++++ TASK INPUT

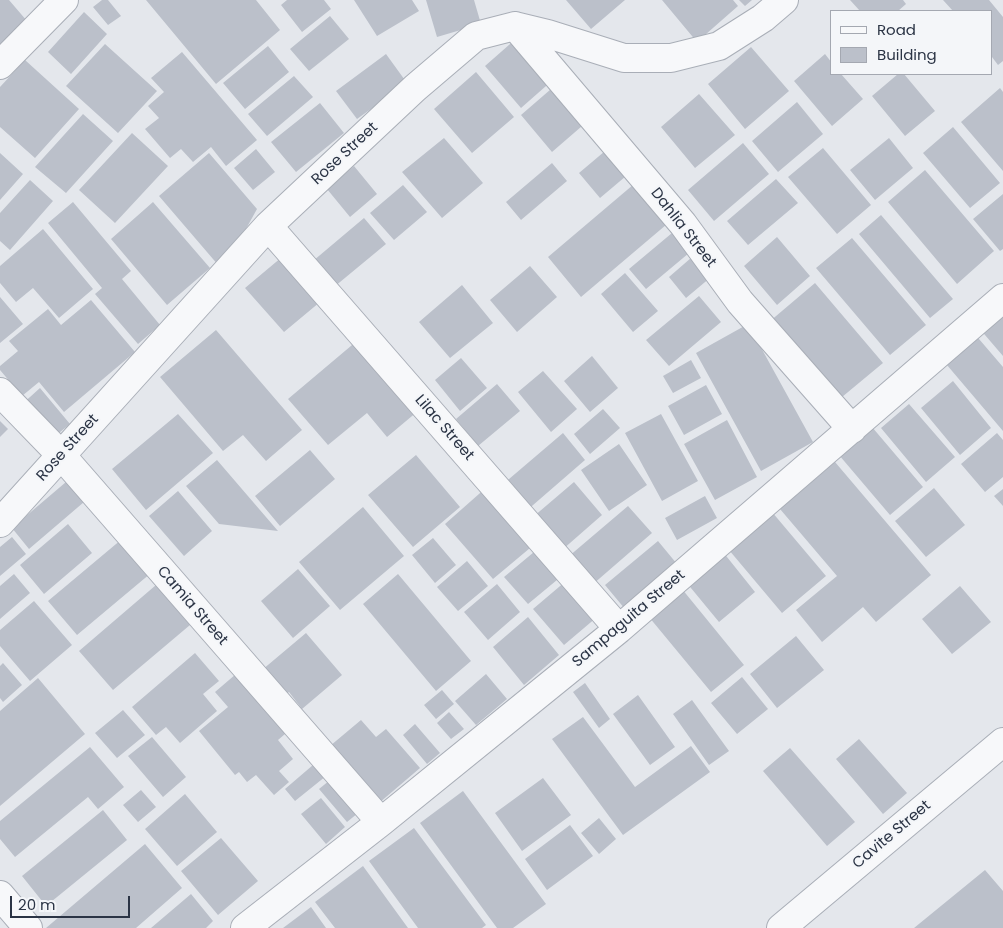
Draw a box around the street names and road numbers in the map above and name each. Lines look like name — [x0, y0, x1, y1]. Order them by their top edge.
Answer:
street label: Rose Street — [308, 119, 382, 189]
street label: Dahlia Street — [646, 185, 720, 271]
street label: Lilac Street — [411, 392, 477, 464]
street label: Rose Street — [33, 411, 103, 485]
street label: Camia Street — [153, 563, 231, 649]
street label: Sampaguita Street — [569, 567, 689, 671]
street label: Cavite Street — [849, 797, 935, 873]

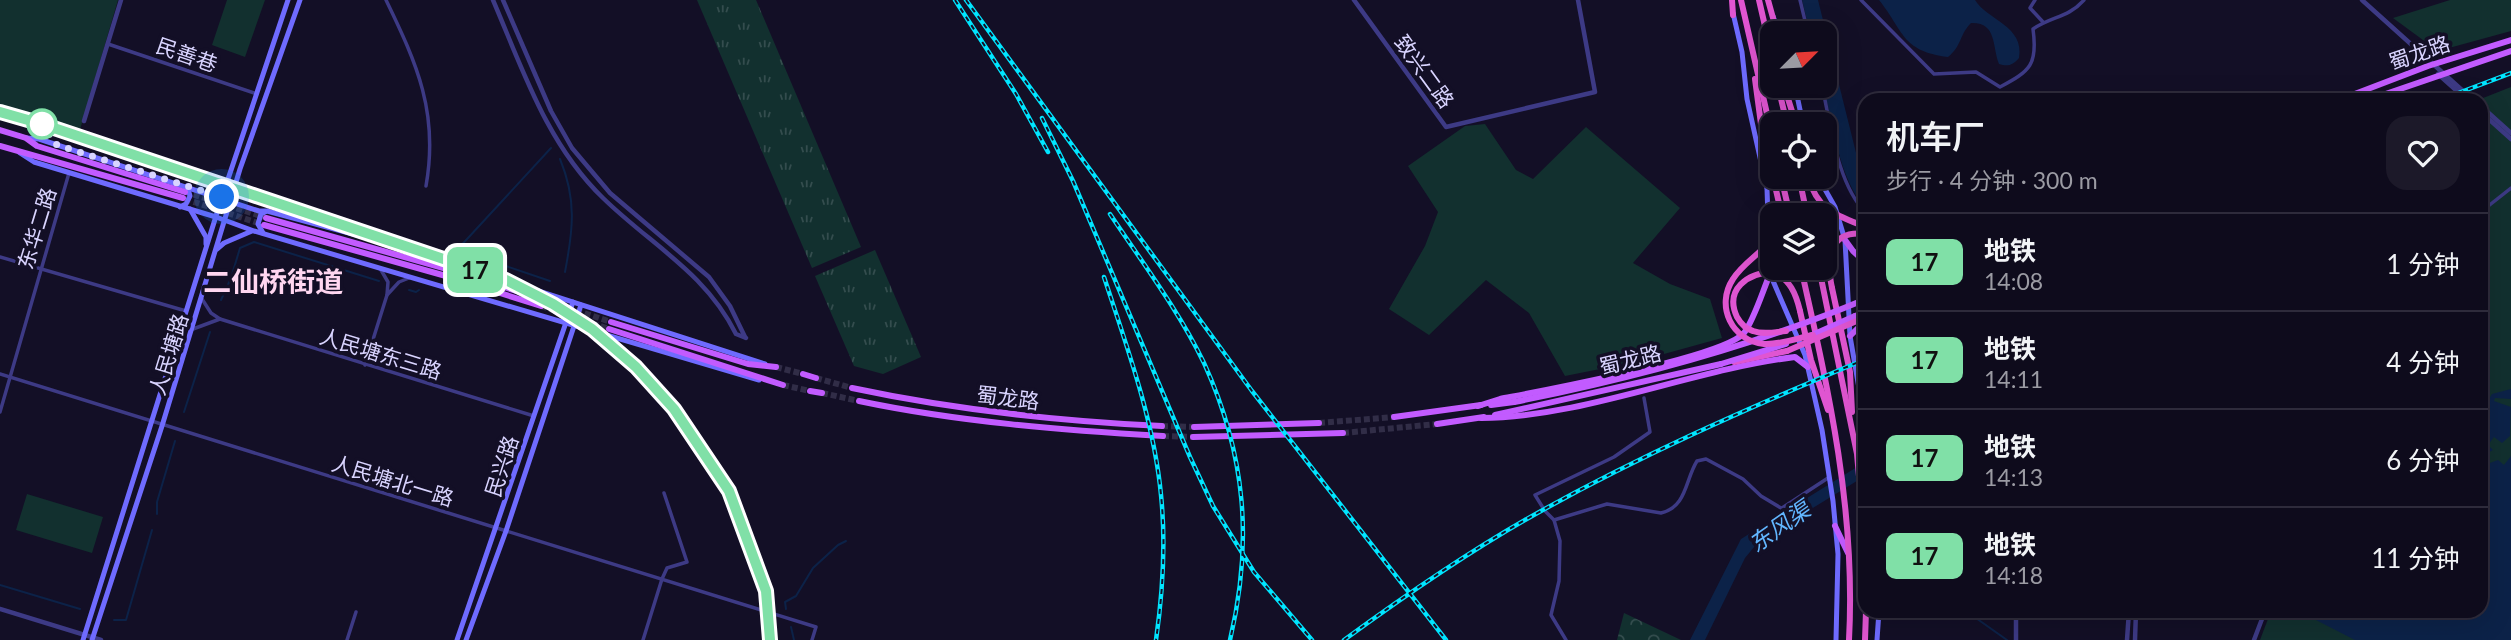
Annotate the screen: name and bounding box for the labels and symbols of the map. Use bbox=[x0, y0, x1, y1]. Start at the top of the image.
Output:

++++++++

**HOW TO COMPLETE THIS TASK**
Would you give the material back exactly, minus the pictures?

**FINISHED TASK**
Draw a box around the street names and road numbers in the map above and name each. Lines look like name — [x0, y0, x1, y1]. Order them by their top edge.
Answer:
street label: Rose Street — [308, 119, 382, 189]
street label: Dahlia Street — [646, 185, 720, 271]
street label: Lilac Street — [411, 392, 477, 464]
street label: Rose Street — [33, 411, 103, 485]
street label: Camia Street — [153, 563, 231, 649]
street label: Sampaguita Street — [569, 567, 689, 671]
street label: Cavite Street — [849, 797, 935, 873]

Annotate the screen: name and bounding box for the labels and symbols of the map. Use bbox=[x0, y0, x1, y1]. Start at the top of the image.
Output:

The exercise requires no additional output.